King is completing three research projects relating to modeling and forecasting of count time-series. Using CoFES cluster computing resources, the forecasting ability of these frameworks was demonstrated on simulated data as well as real-data applications.

In King’s first research project, he and Kowal introduced a broad class of multivariate state space models called the warped Dynamic Linear Model (warpDLM). The warpDLM connects count data to latent continuous data that can be modeled with a DLM through a warping operation composed of two parts: a rounding operator that ensures the correct support for the discrete data-generating process and a nonparametric transformation function that provides distributional flexibility.

King says, “The semiparametric framework we introduce adapts the powerful existing methods for time-series data in a way that allows for modeling the many complexities of count data. We develop conjugate inference for the warpDLM, enabling analytic and recursive updates, in turn facilitating the development of efficient algorithms for inference and forecasting.”

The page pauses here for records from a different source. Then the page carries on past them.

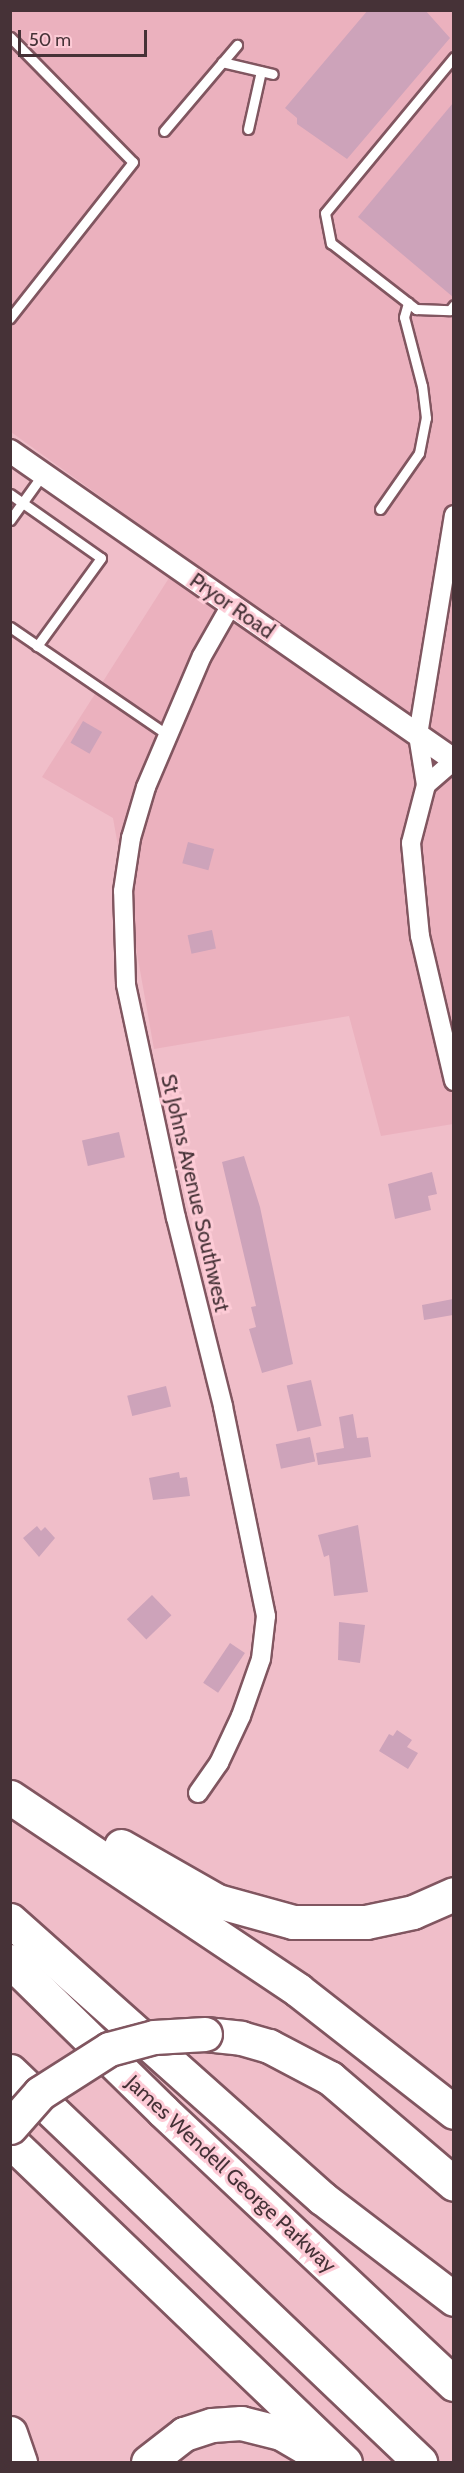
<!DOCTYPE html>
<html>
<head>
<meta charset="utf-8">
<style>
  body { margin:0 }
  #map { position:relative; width:464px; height:2473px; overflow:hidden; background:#f0bec9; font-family:Cabin,sans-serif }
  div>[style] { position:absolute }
  .built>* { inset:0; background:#ebb1be }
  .building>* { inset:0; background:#cda3ba; transform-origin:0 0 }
  .roads { filter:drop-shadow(2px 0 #815660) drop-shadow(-2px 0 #815660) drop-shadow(0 2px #815660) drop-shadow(0 -2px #815660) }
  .service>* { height:9px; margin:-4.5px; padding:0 4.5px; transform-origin:4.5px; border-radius:4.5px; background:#fff }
  .minor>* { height:18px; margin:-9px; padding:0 9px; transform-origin:9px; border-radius:9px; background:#fff }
  .tertiary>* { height:22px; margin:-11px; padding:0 11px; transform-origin:11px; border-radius:11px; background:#fff }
  .motorway>* { height:33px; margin:-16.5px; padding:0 16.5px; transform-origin:16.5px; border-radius:16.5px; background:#fff }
  .bridges { filter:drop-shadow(2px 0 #815660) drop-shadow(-2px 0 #815660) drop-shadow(0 2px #815660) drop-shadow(0 -2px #815660) }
  .motorway-bridge>* { height:33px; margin:-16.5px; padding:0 16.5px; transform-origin:16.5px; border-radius:16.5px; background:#fff }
  span { translate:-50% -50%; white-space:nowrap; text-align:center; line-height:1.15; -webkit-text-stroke:6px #fdcbd6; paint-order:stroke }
  .street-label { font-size:21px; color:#463237 }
  .frame { position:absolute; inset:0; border:12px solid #463237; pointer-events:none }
  .scale { position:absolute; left:18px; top:30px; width:129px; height:27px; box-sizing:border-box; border:3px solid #463237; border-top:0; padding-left:8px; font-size:18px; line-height:21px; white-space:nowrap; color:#463237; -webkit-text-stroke:4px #fdcbd6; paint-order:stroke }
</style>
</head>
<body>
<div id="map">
  <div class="built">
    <i style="clip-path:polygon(11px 11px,453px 11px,453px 1124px,381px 1136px,349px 1016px,154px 1049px,113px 818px,42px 777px,183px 556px,11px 432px)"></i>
  </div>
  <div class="building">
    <i style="clip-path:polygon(368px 10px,425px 10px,450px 38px,347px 159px,297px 124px,297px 118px,285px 108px)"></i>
    <i style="clip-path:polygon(453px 103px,453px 297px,358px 217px)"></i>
    <i style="left:83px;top:721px;width:22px;height:25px;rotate:30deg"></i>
    <i style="left:188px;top:842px;width:27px;height:22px;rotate:15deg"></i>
    <i style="left:212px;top:930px;width:19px;height:25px;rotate:78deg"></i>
    <i style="left:119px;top:1132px;width:26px;height:38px;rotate:77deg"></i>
    <i style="clip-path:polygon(244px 1156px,260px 1207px,293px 1364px,262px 1373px,249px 1329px,256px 1327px,251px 1307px,256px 1306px,222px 1162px)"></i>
    <i style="clip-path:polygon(432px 1172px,437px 1194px,428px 1196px,431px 1210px,395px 1219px,388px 1184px)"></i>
    <i style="clip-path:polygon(453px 1299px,453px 1315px,424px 1320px,422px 1305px)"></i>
    <i style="left:311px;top:1380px;width:47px;height:25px;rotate:77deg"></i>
    <i style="left:166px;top:1386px;width:21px;height:40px;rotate:76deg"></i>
    <i style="clip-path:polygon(353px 1414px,357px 1438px,368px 1437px,371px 1457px,318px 1465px,316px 1453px,344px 1448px,339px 1417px)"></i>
    <i style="left:310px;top:1437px;width:25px;height:35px;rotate:78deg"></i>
    <i style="clip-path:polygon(179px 1472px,180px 1478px,187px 1477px,190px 1496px,153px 1500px,149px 1478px)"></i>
    <i style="clip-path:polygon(358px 1525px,368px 1592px,334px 1596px,329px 1555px,324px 1557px,318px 1535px)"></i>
    <i style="clip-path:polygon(37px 1526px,41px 1531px,45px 1527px,55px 1538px,39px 1557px,23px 1538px)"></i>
    <i style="left:152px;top:1595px;width:28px;height:35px;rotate:46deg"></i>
    <i style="clip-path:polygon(339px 1622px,365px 1625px,360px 1663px,338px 1660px)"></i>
    <i style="left:230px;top:1643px;width:18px;height:48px;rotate:34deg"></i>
    <i style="clip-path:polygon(397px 1730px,412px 1740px,407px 1747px,418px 1753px,408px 1769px,379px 1751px,389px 1734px,393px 1736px)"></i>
  </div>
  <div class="roads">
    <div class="service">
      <i style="left:10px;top:37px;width:175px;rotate:45.5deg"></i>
      <i style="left:133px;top:162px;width:199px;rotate:128.3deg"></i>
      <i style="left:454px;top:57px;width:202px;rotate:129.6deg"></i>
      <i style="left:325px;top:213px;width:31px;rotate:79deg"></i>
      <i style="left:331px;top:243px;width:108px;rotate:37.8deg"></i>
      <i style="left:416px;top:309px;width:34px;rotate:2deg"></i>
      <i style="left:450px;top:310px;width:6px;rotate:-51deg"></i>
      <i style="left:222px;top:62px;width:52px;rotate:13.2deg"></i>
      <i style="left:248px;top:129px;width:59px;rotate:-77.4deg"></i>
      <i style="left:164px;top:131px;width:113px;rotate:-49.7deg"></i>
      <i style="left:10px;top:494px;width:111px;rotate:35.1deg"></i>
      <i style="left:101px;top:558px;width:109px;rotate:126deg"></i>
      <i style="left:380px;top:509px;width:68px;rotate:-55.1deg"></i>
      <i style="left:419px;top:453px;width:36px;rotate:-79deg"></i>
      <i style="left:426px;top:418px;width:32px;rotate:-97deg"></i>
      <i style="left:422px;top:386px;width:71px;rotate:-104.6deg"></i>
      <i style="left:404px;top:317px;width:15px;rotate:-74deg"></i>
      <i style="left:10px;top:520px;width:57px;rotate:-54.3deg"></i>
      <i style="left:10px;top:627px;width:191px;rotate:34.4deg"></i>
    </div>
    <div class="minor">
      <i style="left:454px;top:515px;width:223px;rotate:99.3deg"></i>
      <i style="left:418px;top:735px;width:51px;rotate:80.9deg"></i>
      <i style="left:426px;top:785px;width:60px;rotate:104.5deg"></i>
      <i style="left:411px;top:843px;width:93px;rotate:84.5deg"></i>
      <i style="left:420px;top:936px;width:149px;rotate:76.8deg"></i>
      <i style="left:426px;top:785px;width:37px;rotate:-41deg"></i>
      <i style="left:198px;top:1793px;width:37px;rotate:-55deg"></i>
      <i style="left:219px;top:1763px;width:52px;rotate:-64.9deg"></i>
      <i style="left:241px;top:1716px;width:60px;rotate:-70.7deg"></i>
      <i style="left:261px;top:1659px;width:43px;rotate:-83.4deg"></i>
      <i style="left:266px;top:1616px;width:214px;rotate:-101.6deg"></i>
      <i style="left:223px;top:1406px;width:194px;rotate:-104deg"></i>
      <i style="left:176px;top:1218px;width:239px;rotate:-102.1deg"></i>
      <i style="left:126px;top:984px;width:93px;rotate:-91.8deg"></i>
      <i style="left:123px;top:891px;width:54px;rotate:-81.4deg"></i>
      <i style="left:131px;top:838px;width:53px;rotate:-73.6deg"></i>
      <i style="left:146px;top:787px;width:142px;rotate:-66.9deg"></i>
      <i style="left:202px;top:656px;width:59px;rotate:-60.4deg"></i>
    </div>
    <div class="tertiary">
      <i style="left:10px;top:451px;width:541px;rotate:34.84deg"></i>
    </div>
    <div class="motorway">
      <i style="left:10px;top:1797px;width:347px;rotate:33.8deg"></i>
      <i style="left:298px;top:1990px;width:198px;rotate:38deg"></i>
      <i style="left:121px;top:1846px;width:111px;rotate:29.8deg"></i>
      <i style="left:217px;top:1901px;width:79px;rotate:15.4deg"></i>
      <i style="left:293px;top:1922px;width:73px"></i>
      <i style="left:366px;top:1922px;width:48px;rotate:-12deg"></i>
      <i style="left:413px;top:1912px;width:45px;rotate:-23.7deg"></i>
      <i style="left:10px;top:1920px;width:418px;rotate:41.7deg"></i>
      <i style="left:322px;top:2198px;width:166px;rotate:37.4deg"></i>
      <i style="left:10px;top:1961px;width:214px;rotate:44.4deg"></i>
      <i style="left:163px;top:2111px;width:399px;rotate:43.2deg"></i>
      <i style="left:205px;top:2034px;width:36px;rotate:6deg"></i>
      <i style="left:241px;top:2038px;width:29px;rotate:16deg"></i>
      <i style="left:269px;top:2046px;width:69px;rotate:27.7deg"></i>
      <i style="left:330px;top:2078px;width:163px;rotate:40.5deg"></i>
      <i style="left:10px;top:2071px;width:567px;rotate:43.64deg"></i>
      <i style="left:10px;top:2141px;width:464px;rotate:43.8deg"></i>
      <i style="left:10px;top:2433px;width:31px;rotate:71deg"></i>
      <i style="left:148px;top:2462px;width:46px;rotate:-37.9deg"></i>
      <i style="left:184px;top:2434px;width:29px;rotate:-18deg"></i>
      <i style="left:212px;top:2425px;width:29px;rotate:-4deg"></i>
      <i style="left:241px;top:2423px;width:41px;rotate:14deg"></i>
      <i style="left:281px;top:2433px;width:48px;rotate:30.3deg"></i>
    </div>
  </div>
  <div class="bridges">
    <div class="motorway-bridge">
      <i style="left:10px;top:2127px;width:45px;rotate:-48.6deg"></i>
      <i style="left:40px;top:2093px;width:82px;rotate:-32.5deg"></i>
      <i style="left:109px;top:2049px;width:47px;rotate:-14.9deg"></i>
      <i style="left:154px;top:2037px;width:51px;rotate:-3.4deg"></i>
    </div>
  </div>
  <div class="street-label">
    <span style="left:232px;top:606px;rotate:35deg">Pryor Road</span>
    <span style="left:195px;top:1193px;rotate:77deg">St Johns Avenue Southwest</span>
    <span style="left:231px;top:2174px;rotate:43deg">James Wendell George Parkway</span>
  </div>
  <div class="frame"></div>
  <div class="scale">50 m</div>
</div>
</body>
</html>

King’s second project took a different approach.

“Instead of training a model directly on a count time-series, we considered the scenario where several point forecasts for a count time-series are available and explored how these could be combined to output a calibrated probabilistic forecast,” said King.

To accomplish this task, he leveraged a flexible Bayesian count regression model that, akin to the warpDLM, performs Simultaneous Transformation and Rounding (STAR) of a latent continuous regression model. The resulting forecast combination approach (called STARcast) can produce calibrated and sharp distributional forecasts, even with only a small collection of point forecasts as the input.

King’s third project was of a more computational nature. He introduced a statistical software package, countSTAR, designed for both practitioners and researchers to use the count time-series methods introduced in his previous projects as well as a large variety of STAR models for static regression problems.

“In addition to including functionality for warpDLM modeling, countSTAR features unified syntax, useful output, and detailed online documentation. This package is now on CRAN, so we encourage any R users to install it and check it out!” said King.